『サーキュラーエコノミー実践』 安居昭博 25-39-3435
ピーター・バラカンさんのラジオ番組 The Lifestyle MUSEUM_vol.874 でオランダの「サーキュラーエコノミー(廃棄を出さない循環型経済)」についての話があり、興味を持ちました。
著者の安居さんはオランダでの資源再利用のシステムに興味を持ち、現在はオランダで「廃棄を出さない仕組み」を研究しています。
この本の中で様々な取り組みが紹介されているのですが、最初に登場するのがジーンズのリースです。「世の中からジーンズが捨てられる習慣をなくすこと」を経営理念にしているマッド・ジーンズでは、初年は月9.95ユーロ、2年目以降は月8.95ユーロ(修理サービス費込)でジーンズをリースしています。契約期間が終了した時点で、別のジーンズをリースする、現在契約しているジーンズを買い取るという選択もできます。ボロボロになったジーンズは繊維に戻し、再びジーンズに再生します。
ジーンズと言えばボロボロになるまで履くというイメージしかなかったので、リースというのは思いもつきませんでした。ファッションとして1シーズンしか履かない人もいるし、体形が変わってしまって履けなくなる場合もあります。一ヶ月1500円でリースできるというのは、そんなに高額なわけでもないし、こういうアイデアはありだなと思います。
ユーザーが修理できるエシカルスマートフォン「フェアフォン」というのもすごいアイデアです。修理がしやすいように接着剤を用いず、特殊な工具を用いずに手で分解・開閉ができ、ディスプレイ、メモリ、カメラなどのパーツを自分で変えられるのです。更に、使用しなくなった本体や部品は送料無料で企業に送り返すことができ、返却すると利用者にキャッシュバックされるのです。およそ10年間の使用に耐えられるように設計されているというのも素晴らしいです。
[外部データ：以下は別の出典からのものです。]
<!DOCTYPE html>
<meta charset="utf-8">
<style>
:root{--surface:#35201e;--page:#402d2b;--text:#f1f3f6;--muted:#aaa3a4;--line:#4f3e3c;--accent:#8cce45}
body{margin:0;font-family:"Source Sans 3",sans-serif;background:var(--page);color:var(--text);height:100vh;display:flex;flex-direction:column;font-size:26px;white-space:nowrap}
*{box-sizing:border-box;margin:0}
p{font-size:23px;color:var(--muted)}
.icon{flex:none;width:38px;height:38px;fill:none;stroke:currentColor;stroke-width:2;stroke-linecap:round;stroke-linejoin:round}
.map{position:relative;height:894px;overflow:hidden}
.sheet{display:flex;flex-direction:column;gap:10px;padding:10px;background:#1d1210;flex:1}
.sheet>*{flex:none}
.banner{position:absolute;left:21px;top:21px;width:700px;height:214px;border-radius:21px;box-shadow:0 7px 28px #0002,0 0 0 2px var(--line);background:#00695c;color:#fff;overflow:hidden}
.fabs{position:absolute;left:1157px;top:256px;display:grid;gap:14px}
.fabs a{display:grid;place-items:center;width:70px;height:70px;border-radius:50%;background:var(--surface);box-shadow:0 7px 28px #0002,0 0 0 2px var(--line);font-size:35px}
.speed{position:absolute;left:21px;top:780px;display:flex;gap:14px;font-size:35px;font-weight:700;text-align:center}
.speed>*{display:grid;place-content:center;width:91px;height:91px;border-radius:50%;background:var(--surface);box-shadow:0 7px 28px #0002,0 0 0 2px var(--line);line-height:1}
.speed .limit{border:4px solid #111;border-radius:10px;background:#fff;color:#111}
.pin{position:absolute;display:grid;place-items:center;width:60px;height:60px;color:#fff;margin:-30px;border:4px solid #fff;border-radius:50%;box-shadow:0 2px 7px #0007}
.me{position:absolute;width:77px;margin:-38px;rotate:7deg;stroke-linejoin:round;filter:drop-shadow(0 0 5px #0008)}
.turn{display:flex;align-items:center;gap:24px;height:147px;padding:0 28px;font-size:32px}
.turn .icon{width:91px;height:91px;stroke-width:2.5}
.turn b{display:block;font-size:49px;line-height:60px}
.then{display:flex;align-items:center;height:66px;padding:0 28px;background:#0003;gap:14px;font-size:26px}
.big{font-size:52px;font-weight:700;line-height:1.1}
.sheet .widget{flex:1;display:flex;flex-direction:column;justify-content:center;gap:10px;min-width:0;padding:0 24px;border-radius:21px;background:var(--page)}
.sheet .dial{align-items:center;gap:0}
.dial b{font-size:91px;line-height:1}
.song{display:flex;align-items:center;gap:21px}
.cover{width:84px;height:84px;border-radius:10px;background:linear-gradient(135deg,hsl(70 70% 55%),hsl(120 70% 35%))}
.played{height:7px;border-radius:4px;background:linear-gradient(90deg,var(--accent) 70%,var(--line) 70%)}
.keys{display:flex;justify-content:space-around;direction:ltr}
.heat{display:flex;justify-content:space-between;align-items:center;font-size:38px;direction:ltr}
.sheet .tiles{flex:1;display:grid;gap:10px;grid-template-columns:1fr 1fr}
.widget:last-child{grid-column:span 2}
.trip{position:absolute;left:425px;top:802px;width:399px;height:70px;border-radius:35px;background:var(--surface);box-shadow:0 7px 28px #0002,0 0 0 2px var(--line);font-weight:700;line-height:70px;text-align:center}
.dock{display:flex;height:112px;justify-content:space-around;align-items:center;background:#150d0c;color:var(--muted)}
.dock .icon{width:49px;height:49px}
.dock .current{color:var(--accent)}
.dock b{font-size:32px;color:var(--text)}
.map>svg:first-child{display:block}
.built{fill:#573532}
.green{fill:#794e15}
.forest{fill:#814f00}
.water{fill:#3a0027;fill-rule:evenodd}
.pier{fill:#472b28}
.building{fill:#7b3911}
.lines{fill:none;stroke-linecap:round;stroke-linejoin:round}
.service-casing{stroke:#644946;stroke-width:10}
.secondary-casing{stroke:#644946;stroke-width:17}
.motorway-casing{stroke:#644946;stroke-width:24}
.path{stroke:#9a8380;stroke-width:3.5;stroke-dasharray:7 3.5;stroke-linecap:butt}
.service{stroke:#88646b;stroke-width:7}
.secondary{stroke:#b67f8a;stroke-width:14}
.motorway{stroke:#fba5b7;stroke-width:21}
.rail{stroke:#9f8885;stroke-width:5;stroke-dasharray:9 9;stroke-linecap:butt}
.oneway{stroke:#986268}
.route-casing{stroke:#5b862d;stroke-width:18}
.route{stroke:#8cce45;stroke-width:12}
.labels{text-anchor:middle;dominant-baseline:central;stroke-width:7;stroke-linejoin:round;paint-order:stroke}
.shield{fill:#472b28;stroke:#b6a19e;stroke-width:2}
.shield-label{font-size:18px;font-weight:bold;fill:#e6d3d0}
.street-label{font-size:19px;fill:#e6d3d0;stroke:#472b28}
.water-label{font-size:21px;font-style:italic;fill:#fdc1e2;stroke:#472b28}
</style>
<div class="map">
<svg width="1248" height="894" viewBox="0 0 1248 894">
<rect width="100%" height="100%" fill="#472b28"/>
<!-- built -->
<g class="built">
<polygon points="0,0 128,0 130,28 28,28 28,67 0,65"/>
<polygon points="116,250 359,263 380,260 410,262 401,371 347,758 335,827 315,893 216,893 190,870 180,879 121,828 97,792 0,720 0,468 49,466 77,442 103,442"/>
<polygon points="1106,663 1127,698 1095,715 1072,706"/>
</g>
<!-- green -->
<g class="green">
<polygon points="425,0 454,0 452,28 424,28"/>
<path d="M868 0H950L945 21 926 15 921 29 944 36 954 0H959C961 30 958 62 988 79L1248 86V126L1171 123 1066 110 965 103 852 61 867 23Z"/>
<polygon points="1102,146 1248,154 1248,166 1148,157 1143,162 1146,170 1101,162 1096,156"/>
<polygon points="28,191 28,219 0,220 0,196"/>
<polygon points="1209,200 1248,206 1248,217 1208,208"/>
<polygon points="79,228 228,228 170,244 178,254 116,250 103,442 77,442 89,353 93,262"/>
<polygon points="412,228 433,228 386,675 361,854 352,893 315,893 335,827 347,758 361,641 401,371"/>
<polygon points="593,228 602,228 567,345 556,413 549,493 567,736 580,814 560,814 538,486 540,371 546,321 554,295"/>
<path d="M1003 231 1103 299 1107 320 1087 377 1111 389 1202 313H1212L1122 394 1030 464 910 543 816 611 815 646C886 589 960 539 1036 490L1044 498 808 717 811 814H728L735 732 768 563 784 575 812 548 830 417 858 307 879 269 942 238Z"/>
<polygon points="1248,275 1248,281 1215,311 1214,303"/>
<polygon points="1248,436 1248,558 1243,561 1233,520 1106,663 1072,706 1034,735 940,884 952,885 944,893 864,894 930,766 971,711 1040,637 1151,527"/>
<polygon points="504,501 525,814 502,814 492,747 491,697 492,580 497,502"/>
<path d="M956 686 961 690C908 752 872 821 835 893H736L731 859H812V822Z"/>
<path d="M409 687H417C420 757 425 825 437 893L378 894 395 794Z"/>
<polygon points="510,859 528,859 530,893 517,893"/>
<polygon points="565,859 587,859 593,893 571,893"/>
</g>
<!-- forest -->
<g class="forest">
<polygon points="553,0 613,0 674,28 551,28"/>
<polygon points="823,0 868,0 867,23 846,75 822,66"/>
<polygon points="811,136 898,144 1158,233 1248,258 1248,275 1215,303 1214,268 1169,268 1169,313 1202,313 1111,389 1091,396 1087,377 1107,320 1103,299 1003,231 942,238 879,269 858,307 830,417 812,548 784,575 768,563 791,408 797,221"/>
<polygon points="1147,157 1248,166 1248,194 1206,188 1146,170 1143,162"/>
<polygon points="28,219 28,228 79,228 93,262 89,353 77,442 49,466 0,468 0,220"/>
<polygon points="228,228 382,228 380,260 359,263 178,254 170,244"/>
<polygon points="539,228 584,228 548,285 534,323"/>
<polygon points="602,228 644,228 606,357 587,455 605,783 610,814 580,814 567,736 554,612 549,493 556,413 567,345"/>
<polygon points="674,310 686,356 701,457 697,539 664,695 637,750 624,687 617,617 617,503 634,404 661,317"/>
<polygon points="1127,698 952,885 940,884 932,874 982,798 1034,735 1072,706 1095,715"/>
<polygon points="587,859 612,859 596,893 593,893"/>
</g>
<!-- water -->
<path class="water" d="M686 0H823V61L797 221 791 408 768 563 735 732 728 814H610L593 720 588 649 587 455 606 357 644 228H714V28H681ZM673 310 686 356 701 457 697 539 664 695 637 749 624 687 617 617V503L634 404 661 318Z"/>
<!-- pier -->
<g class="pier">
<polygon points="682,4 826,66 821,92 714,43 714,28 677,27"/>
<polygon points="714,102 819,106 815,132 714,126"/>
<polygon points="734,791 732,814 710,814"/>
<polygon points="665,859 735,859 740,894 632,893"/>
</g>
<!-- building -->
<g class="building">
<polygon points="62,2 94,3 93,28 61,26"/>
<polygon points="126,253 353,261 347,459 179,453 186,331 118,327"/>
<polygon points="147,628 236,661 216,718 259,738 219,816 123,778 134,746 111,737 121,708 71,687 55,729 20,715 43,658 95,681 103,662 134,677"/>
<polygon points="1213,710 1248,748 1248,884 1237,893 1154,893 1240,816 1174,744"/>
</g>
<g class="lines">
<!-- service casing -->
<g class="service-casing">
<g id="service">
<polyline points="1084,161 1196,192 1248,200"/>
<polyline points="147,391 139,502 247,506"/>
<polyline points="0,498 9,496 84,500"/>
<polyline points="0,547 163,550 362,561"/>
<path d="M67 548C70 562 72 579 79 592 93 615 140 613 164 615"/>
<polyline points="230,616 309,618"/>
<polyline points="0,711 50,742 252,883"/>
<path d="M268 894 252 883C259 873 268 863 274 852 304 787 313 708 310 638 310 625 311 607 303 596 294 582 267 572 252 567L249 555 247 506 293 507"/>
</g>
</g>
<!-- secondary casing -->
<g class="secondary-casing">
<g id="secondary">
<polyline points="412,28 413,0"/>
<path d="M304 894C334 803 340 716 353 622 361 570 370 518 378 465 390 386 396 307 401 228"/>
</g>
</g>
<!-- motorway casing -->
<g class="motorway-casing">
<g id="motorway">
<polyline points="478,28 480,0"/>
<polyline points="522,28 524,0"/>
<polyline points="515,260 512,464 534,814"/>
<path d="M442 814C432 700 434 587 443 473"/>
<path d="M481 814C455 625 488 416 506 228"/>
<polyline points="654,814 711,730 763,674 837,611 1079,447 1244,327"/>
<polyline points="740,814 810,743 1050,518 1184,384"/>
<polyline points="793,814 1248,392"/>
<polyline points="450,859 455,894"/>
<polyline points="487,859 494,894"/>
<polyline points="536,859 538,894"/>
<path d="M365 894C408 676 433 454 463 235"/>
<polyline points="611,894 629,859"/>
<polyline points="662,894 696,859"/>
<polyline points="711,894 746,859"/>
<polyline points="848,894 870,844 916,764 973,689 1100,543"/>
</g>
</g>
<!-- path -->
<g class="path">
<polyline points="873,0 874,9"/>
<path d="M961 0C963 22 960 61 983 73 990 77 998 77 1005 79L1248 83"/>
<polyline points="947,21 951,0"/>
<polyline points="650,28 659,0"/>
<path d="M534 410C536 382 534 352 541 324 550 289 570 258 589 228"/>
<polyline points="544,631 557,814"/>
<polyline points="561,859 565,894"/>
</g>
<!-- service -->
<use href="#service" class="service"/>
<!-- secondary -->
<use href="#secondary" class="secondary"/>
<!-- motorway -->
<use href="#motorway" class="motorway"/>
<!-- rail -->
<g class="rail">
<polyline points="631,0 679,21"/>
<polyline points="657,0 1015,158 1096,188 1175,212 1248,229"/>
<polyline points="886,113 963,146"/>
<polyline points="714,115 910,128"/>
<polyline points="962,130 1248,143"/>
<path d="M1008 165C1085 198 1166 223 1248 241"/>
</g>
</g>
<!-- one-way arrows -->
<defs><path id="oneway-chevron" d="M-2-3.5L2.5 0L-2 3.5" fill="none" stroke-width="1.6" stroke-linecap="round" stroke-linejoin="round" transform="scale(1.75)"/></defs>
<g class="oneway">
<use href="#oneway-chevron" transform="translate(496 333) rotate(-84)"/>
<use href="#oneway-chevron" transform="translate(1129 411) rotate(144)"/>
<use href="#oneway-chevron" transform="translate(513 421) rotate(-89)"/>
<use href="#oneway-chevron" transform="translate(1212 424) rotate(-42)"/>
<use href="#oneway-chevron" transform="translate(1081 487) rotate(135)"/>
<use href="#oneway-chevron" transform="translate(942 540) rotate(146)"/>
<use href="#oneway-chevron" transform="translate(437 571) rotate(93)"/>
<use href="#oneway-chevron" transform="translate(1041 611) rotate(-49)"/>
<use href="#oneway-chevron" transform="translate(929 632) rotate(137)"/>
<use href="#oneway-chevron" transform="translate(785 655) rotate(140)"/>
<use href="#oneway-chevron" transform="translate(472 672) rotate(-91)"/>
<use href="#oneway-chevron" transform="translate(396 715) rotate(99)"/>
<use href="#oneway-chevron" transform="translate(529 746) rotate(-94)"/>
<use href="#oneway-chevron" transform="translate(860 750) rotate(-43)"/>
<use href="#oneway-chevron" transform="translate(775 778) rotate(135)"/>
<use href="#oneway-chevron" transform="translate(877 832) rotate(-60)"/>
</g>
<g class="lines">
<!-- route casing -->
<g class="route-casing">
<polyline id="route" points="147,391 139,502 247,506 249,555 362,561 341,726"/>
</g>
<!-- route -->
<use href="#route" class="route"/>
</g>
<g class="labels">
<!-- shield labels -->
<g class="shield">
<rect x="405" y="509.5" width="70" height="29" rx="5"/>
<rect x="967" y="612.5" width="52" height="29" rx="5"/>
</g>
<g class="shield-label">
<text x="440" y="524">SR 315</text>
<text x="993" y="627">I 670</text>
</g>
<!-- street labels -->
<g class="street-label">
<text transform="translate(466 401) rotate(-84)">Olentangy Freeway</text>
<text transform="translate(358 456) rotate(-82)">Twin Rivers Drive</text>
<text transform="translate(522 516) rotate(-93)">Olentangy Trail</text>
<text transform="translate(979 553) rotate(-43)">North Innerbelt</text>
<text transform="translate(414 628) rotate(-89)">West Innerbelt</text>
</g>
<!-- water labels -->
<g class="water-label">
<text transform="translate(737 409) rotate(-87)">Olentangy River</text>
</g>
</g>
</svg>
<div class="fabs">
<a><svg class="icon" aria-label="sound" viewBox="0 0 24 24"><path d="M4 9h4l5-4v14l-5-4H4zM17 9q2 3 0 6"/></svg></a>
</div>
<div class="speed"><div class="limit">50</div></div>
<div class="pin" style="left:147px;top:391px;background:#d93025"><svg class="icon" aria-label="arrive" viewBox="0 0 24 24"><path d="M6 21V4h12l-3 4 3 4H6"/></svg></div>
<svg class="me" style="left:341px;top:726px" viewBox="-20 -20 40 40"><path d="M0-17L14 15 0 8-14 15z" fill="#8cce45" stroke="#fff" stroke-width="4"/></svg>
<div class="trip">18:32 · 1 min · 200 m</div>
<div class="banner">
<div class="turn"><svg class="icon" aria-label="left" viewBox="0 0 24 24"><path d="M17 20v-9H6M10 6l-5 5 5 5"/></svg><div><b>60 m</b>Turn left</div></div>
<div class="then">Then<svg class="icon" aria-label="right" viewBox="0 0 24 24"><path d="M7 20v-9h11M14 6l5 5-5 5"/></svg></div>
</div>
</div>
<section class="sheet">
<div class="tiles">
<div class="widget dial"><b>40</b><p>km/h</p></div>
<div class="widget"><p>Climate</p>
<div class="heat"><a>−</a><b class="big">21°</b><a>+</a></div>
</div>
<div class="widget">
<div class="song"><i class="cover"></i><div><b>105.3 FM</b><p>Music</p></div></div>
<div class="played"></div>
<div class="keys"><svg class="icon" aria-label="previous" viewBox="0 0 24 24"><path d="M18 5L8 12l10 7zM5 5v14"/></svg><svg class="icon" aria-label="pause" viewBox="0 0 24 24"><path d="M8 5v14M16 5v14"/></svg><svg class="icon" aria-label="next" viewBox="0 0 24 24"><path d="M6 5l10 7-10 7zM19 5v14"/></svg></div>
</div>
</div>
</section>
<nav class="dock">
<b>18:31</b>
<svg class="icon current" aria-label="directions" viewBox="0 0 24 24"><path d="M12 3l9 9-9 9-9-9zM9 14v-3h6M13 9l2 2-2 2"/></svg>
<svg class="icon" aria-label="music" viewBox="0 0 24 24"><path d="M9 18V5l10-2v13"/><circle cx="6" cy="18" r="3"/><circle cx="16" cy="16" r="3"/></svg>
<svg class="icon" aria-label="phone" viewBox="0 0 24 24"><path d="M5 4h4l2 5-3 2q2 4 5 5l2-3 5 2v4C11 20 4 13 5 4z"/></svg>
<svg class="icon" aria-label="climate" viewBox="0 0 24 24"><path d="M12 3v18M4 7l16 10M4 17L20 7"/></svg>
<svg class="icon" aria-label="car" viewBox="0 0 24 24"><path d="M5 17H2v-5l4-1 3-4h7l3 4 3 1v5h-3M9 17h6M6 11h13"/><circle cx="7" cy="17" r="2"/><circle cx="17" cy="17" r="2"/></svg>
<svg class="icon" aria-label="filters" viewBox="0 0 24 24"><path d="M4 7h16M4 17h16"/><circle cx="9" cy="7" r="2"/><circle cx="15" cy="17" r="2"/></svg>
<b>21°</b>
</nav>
日本は元々サーキュラーエコノミーな国でした。江戸時代には紙屑や屎尿を集めて再利用していたし、金継ぎのように修理するだけでなく更に美しくする技術もあります。
ビール瓶や一升瓶はリユース前提で使われていますから、とてもエコなシステムです。それを缶やペットボトルに置き換えてしまったので、便利ではあるけれどゴミの問題が発生してしまったのです。普通ゴミに混ぜて出してしまっていたり、道端にポイ捨てされていたリするものもよく見かけます。缶やペットボトルのリサイクル率は上がっていると言われてますけど、それは絶対量が上がっただけであるような気がします。
欧米のスーパーでは果物や肉を量り売りしているのをよく見かけますけど、日本ではそういう店をほとんど見かけません。「欲しいものを必要な分だけ」という買い方ができないのは何故なのかしら。かつては、お店の人と話をしながらお茶や味噌なども量り売りで買っていたのですけど、人と人とのコミュニケーションという点でも、量り売りは復活してもらいたいと思います。
「大量生産・大量販売」の時代は終わったはずなのに、まだしがみついている人がいます。安いからと言って大量買いして、結局ゴミを増やすだけなんて、つまらないことです。欲しいものを適量買う、短期間しか使わないなら借りる。それでいいじゃないですか。サーキュラーエコノミーで身軽に生きる方が、より地球にやさしい生き方なのですから。